I hope you’re right Goob!


----------



## backcountry (May 19, 2016)

Vanilla said:


> I hope it’s much ado about nothing. If nobody reports on this and nothing changes, could April 1st be too late?
> 
> And the question needs to be answered: why are no hunters at this negotiation table? If hunting is closed on these public lands, isn’t that a bad thing for hunting and hunters and public land access and usage?


It's pretty common for negotiations to be limited to parties involved in the lawsuit, correct?

And I'm personally not against reporting I'm just tired of these special interest notifications being minorly tweaked to look just different enough to fake the appearance of actual reporting. It's not just this time, it's a common strategy and ploy that I think should be called out.

And I'll be writing my reps if they decide on a compromise that reduces access that it inconsistent with the laws they mentioned.


----------



## Vanilla (Dec 11, 2009)

Yes, that is common. But one could argue if you are talking about taking away the rights of specific group of people on a public issue, those people are the aggrieved party. But no, not every public interest group gets a seat at the table for litigation negotiations.
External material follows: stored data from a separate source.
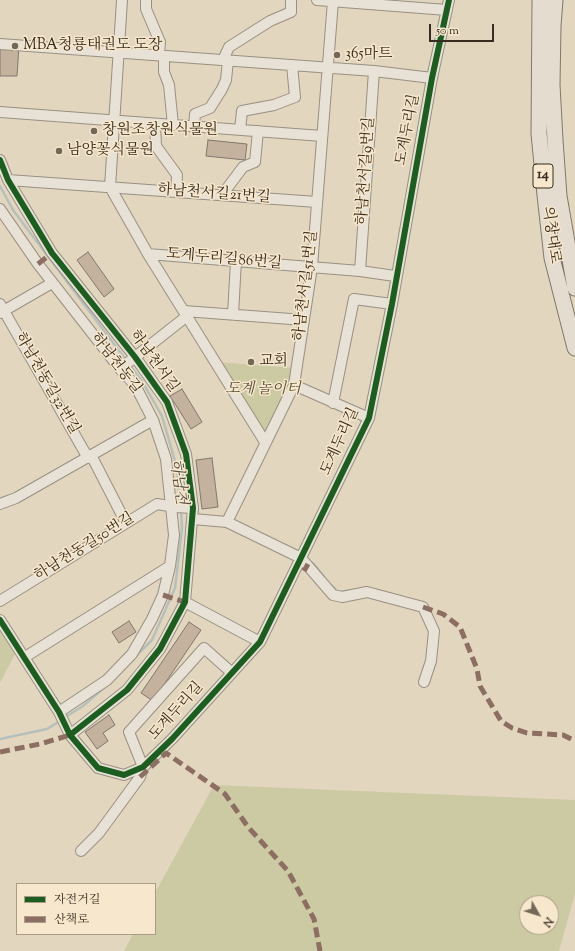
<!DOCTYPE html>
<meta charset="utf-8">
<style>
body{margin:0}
#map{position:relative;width:575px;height:951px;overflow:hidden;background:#e3d6bf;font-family:"Sorts Mill Goudy","Noto Serif KR",serif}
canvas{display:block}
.legend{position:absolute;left:16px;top:883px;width:140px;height:52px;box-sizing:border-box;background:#f7e7cc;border:1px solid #aa9c87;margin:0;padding:5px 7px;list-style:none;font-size:12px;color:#372c1f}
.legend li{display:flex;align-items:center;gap:8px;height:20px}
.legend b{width:20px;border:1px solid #aa9c87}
.north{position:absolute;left:519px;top:895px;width:40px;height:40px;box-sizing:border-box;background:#f7e7cc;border:1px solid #aa9c87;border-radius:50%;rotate:129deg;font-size:11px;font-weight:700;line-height:16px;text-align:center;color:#372c1f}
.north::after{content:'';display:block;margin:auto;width:14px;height:18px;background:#736857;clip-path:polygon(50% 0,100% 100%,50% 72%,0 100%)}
.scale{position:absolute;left:429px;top:24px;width:65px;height:18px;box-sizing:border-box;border:2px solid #372c1f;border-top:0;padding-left:5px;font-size:12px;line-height:14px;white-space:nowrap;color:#372c1f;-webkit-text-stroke:3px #f7e7cc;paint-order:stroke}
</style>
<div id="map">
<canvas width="575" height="951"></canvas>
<ul class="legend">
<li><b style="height:5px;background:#1b5e20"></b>자전거길</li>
<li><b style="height:5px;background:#8d6e63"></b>산책로</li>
</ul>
<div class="north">N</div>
<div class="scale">50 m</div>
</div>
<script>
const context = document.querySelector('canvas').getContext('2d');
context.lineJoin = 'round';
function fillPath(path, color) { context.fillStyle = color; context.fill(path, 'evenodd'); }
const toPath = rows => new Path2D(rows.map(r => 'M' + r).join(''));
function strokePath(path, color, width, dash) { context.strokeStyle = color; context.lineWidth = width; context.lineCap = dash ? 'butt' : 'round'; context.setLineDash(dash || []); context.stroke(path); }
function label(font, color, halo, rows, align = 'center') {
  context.font = font + ' "Sorts Mill Goudy","Noto Serif KR",serif'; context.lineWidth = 3; context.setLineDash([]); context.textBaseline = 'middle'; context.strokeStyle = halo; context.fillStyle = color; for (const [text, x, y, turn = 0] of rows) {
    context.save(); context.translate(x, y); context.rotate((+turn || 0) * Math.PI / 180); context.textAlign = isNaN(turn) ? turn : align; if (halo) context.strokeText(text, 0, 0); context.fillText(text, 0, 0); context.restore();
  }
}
fillPath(toPath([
 [216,362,296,368,293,385,265,440],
 [0,628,15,654,0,683],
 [214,785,575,800,575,894,559,951,124,951,133,934,155,934,155,893],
 [527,903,551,903,551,927,527,927]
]), '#cccaa3');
strokePath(toPath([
 [0,186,13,210,126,360],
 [129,364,142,381,162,416,177,468,180,505],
 [313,563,325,578],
 [332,586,338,592,368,588],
 [135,657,152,640,175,588,182,528,181,510],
 [64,718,83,706,106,686],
 [0,739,47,729,60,721]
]), '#b6c0ba', 2.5);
const building = toPath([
 [0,44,19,46,17,76,0,76,0,44],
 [208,140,247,144,245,160,206,156,208,140],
 [88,252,114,289,104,297,77,260,88,252],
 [182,389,202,422,191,429,170,396,182,389],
 [212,458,218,507,202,509,196,460,212,458],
 [129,621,136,632,119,643,112,632,129,621],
 [189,622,201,630,153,701,141,693,189,622],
 [109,715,115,725,103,733,108,741,97,749,85,732,109,715]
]);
fillPath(building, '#c4b19e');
strokePath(building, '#80786b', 1);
const minor = toPath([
 [122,0,110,187,148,254,265,442],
 [146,0,146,9,160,42,159,55],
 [317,0,447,10],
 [0,44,374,71,432,78],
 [164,56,164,72,169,85,173,125],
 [223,60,229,47,270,21,291,12,291,0],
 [0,112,322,136],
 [155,124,156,146,177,175,176,192],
 [194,127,195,114,210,108,222,89,226,80,228,60],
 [240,130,242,111,274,105,295,97,292,65],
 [0,160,8,180,52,253,135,357,167,402,186,454,193,508,185,602,160,649,127,690,70,735],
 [8,180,317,202],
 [222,195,243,167,255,162,258,131],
 [0,209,38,264,120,369,135,385,153,420,166,459,174,535,170,566,163,595,152,619,132,654,107,680,59,712],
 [148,254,360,271,395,276],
 [360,271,374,71],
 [0,304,88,458],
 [184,311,304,320],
 [0,313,52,283],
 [233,314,236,261],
 [120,369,187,316],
 [294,385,369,418],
 [333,403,354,299,392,304],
 [91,455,126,523],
 [0,504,16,498,153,420],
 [193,519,227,522,294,385,312,267,333,1],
 [227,522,301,558,333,595,342,597,367,592,423,607,434,631,431,661,424,682],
 [0,601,157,504,175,507,193,508],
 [185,602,260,642],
 [0,620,59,712,70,735,98,768,124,775,143,767,172,739,260,642,369,418,392,304,432,78,449,0],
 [25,657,170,566],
 [81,851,99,833,140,777,143,767,129,732,204,648,231,672]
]);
const highway = toPath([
 [540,0,539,134,545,195,552,258,575,348],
 [555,0,553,26,552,85,555,140,559,196,575,288]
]);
strokePath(minor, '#989081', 12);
strokePath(highway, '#80786b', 17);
strokePath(minor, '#e8e1d6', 10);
strokePath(highway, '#e4dccf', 15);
strokePath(toPath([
 [38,264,52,253],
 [304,571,308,564],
 [163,595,185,602],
 [423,607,443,614,460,627,477,669,480,686,501,721,512,728,527,733,563,735,575,741],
 [0,752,40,744,70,735],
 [140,777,166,753,225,794,248,827,288,871,314,919,320,951]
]), '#8d6e63', 5, [10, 5]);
strokePath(toPath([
 [0,160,8,180,52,253,135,357,167,402,186,454,193,508,185,602,160,649,127,690,70,735],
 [0,620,59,712,70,735,98,768,124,775,143,767,172,739,260,642,369,418,392,304,432,78,449,0]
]), '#1b5e20', 6);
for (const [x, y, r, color] of [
 [15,46,4,"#736857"],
 [337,55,4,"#736857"],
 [94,131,4,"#736857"],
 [59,151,4,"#736857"],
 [251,362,4,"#736857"]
]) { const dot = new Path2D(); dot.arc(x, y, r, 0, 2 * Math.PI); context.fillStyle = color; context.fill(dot); strokePath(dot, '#f7e7cc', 1.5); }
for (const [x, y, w] of [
 [543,176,20]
]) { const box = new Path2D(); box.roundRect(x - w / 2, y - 12, w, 24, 3); context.fillStyle = '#f7e7cc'; context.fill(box); strokePath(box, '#372c1f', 1); }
label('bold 14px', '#372c1f', null, [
 ["14",543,176]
]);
label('15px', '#372c1f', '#f7e7cc', [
 ["MBA청룡태권도 도장",23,46],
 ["365마트",345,55],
 ["창원조창원식물원",102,131],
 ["남양꽃식물원",67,151],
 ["교회",259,362]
], 'left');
label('15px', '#372c1f', '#f7e7cc', [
 ["도계두리길",409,130,-79],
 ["하남천서길9번길",367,171,-86],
 ["하남천서길21번길",214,195,4],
 ["의창대로",550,235,82],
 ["도계두리길86번길",224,260,5],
 ["하남천서길51번길",307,286,-83],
 ["하남천서길",153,362,54],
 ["하남천동길",115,364,52],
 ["하남천동길32번길",46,384,60],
 ["도계두리길",341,442,-66],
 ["하남천동길50번길",85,548,-32],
 ["도계두리길",177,712,-48]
]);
label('italic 15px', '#58513a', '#f7e7cc', [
 ["도계 놀이터",263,390]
]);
label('italic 16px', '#524f45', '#f7e7cc', [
 ["하남천",177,482,82]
]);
</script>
It is not common for the government to negotiate a situation like this rather than litigate it and change the law if a court rules against them. When talking about public policy, that is generally how the system really works. Defend the position (if it’s defensible) and change it if courts rule against you.


----------



## Pumpgunner (Jan 12, 2010)

One thing that keeps sticking with me about all these public lands access fights is that it is completely in the interests of those who wish to take away public land rights to pit the users against each other. It's the ancient divide and conquer technique. If they can convince hunters that bird watchers and tree huggers are the enemy, and vice versa, then when it comes time to develop public land then instead of facing a solid front of public land advocates from across the spectrum then they will be facing a divided group that's a lot easier to overcome. ATVers, hunters, hikers, bird watchers, mountain bikers, hippies, and anyone else who loves public land only stands to lose if they can't work together.


----------



## wyogoob (Sep 7, 2007)

Pumpgunner said:


> One thing that keeps sticking with me about all these public lands access fights is that it is completely in the interests of those who wish to take away public land rights to pit the users against each other. It's the ancient divide and conquer technique. If they can convince hunters that bird watchers and tree huggers are the enemy, and vice versa, then when it comes time to develop public land then instead of facing a solid front of public land advocates from across the spectrum then they will be facing a divided group that's a lot easier to overcome. ATVers, hunters, hikers, bird watchers, mountain bikers, hippies, and anyone else who loves public land only stands to lose if they can't work together.


Yeah. I think we're doing better in that regard, at least on this issue. I can remember when the bird watchers use to harass waterfowlers out in the marsh. I don't see much of that anymore and most, or many, of those same bird watchers finally realized that duck stamp money paid for that Wildlife Refuge so now they buy duck stamps and encourage their peers, family and friends to do so.


----------



## T-dubs-42 (Sep 8, 2015)

Pumpgunner said:


> One thing that keeps sticking with me about all these public lands access fights is that it is completely in the interests of those who wish to take away public land rights to pit the users against each other. It's the ancient divide and conquer technique. If they can convince hunters that bird watchers and tree huggers are the enemy, and vice versa, then when it comes time to develop public land then instead of facing a solid front of public land advocates from across the spectrum then they will be facing a divided group that's a lot easier to overcome. ATVers, hunters, hikers, bird watchers, mountain bikers, hippies, and anyone else who loves public land only stands to lose if they can't work together.


I completely agree. Imagine also a time when all these other groups pitched in monetarily to this cause in the same proportions that hunters and fisherman do. That would be the time to get some serious work done. In this case it seems to me like the Sportsman's Alliance is taking themselves a little to seriously and see themselves as some sort of holy crusaders for sportsman. It turns out we have an entire service at the federal level that is dedicated to dealing with these exact issues and surprisingly enough it also turns out this service is listed in the lawsuit; amazing stuff. I feel sorry another special interest group has to stay home from this party, but they weren't invited. It's probably best the people hired to do this job are the ones doing it.


----------